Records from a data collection

== == ==

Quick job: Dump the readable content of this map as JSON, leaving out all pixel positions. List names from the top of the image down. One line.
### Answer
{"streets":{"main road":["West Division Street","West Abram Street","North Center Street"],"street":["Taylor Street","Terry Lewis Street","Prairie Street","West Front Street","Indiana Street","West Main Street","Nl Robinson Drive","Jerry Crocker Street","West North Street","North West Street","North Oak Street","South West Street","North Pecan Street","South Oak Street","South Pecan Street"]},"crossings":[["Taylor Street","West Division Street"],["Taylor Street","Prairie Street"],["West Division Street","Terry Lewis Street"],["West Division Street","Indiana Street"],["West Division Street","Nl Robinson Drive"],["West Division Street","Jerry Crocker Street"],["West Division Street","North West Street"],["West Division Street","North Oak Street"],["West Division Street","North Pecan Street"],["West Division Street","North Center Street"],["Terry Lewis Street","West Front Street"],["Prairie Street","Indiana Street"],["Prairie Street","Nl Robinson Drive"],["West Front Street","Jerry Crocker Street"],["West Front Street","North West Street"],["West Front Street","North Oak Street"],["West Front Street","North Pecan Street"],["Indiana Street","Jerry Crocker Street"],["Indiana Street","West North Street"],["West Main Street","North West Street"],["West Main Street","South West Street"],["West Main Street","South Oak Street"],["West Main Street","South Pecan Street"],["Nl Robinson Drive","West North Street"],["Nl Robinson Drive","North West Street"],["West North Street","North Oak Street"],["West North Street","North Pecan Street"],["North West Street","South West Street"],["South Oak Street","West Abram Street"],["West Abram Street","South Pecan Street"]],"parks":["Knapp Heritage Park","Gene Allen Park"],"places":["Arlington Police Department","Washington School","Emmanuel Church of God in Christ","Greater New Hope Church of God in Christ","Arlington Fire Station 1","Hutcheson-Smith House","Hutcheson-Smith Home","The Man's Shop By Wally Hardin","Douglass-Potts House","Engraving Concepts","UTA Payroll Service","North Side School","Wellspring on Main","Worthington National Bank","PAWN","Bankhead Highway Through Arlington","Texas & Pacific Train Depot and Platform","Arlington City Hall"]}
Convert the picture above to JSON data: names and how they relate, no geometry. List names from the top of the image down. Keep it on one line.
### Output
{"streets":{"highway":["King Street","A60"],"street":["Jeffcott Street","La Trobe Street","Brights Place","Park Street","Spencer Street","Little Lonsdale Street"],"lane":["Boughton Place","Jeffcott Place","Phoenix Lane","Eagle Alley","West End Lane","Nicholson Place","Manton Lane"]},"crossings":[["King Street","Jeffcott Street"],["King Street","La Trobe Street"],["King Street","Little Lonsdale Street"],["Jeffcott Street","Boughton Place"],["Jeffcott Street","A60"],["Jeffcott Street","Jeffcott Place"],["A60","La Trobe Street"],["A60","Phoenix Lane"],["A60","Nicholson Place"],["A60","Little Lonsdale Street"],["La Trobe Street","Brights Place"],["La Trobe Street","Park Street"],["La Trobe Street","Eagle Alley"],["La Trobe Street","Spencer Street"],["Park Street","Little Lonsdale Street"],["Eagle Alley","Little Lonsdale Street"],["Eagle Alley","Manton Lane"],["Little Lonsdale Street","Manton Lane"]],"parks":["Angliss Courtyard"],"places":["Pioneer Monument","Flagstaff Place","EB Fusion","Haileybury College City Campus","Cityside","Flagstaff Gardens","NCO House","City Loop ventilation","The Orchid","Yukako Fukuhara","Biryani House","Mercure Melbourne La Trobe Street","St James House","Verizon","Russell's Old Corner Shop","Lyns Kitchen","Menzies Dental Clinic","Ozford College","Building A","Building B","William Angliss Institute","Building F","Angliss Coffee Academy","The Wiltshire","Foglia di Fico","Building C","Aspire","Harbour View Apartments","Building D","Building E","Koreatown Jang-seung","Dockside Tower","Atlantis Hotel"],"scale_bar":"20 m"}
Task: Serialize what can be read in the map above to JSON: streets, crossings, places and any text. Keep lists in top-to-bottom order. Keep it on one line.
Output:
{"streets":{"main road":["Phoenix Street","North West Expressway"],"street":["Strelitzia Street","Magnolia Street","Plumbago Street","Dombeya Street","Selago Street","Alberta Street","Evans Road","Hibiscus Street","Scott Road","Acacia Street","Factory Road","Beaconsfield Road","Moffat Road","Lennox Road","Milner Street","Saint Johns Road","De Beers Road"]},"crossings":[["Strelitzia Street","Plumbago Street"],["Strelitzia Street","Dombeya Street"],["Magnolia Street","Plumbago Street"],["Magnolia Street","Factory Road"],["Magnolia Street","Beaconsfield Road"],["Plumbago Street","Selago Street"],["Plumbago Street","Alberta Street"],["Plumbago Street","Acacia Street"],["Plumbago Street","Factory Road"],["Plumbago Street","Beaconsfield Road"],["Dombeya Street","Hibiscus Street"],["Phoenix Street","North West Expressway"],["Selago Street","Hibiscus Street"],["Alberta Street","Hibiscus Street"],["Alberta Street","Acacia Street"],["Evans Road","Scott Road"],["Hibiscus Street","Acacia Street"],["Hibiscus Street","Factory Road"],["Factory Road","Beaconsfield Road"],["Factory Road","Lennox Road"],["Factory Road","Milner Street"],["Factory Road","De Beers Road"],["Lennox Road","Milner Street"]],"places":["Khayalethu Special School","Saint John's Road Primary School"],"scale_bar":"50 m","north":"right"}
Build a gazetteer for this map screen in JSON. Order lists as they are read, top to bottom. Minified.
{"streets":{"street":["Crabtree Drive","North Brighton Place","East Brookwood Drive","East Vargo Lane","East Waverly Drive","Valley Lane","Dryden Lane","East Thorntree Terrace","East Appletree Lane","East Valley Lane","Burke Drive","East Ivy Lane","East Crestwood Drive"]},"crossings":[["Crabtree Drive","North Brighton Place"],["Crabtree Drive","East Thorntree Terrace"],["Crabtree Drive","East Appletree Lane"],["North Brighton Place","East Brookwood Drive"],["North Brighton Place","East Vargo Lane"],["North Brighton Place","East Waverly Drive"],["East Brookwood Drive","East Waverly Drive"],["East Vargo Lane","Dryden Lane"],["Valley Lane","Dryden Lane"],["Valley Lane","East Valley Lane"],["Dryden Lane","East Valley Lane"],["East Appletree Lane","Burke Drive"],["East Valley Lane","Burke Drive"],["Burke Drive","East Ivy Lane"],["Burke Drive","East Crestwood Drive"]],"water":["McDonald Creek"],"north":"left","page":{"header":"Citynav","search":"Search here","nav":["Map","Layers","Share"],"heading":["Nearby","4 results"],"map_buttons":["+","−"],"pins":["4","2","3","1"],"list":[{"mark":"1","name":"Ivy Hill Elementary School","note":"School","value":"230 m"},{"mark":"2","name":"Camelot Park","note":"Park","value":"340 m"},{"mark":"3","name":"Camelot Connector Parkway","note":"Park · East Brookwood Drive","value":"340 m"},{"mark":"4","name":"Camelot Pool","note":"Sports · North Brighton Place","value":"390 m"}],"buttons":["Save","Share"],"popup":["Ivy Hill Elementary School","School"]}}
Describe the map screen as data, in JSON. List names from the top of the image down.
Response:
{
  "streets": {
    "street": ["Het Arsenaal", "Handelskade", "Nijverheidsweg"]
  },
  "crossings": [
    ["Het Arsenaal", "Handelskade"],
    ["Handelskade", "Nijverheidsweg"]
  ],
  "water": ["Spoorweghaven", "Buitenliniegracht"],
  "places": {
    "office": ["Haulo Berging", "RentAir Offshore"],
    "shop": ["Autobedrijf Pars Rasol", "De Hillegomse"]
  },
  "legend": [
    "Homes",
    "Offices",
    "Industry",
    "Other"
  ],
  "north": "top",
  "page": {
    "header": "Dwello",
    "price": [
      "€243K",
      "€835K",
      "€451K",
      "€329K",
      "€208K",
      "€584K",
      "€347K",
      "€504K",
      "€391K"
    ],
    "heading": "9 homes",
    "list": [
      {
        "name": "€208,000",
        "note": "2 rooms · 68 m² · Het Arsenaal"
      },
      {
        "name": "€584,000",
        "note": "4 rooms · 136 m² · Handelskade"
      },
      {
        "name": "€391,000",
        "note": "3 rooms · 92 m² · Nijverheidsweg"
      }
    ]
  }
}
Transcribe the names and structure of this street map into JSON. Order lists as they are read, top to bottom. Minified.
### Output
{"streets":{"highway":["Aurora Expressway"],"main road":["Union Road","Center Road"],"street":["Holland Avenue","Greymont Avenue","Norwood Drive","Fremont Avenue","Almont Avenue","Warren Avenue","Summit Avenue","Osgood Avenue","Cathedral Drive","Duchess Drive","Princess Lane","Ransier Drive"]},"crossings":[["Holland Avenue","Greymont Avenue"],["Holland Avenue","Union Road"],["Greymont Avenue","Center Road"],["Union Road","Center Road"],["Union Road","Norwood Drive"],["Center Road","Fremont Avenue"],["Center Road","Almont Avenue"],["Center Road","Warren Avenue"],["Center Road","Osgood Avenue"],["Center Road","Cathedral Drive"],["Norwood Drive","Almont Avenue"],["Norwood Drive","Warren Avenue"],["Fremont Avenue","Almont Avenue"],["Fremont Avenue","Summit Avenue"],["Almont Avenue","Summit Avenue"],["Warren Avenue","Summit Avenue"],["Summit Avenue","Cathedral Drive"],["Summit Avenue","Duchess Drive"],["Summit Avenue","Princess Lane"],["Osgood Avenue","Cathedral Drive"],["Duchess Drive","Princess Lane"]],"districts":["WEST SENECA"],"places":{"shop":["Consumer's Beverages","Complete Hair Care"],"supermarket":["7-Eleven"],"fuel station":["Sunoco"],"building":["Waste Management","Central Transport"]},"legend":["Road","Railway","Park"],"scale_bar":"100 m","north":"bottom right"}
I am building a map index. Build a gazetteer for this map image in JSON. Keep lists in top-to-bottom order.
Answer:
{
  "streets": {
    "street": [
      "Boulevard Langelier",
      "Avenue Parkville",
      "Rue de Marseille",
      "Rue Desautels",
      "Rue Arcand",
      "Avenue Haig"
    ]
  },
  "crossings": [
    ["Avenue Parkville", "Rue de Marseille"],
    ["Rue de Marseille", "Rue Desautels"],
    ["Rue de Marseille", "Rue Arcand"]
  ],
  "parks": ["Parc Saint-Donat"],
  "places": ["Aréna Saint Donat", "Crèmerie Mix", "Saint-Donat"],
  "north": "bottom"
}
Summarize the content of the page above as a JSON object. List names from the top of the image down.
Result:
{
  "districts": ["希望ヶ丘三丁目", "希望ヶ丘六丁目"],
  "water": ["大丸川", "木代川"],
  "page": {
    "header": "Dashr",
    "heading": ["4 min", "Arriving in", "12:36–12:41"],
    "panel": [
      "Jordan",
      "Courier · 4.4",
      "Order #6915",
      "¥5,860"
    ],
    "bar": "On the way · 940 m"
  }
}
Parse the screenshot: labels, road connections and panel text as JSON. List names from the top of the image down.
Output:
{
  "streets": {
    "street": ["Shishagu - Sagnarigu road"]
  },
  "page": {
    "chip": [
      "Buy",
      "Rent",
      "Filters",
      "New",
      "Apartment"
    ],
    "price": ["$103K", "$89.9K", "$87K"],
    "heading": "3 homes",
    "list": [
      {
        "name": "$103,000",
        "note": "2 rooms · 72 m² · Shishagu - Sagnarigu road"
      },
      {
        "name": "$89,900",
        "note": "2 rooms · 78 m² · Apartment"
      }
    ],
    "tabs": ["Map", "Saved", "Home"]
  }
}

== == ==

#### Exercise aim
Only a number is expected: the count of lines in the entries that include the string "rooms".

#### Result
5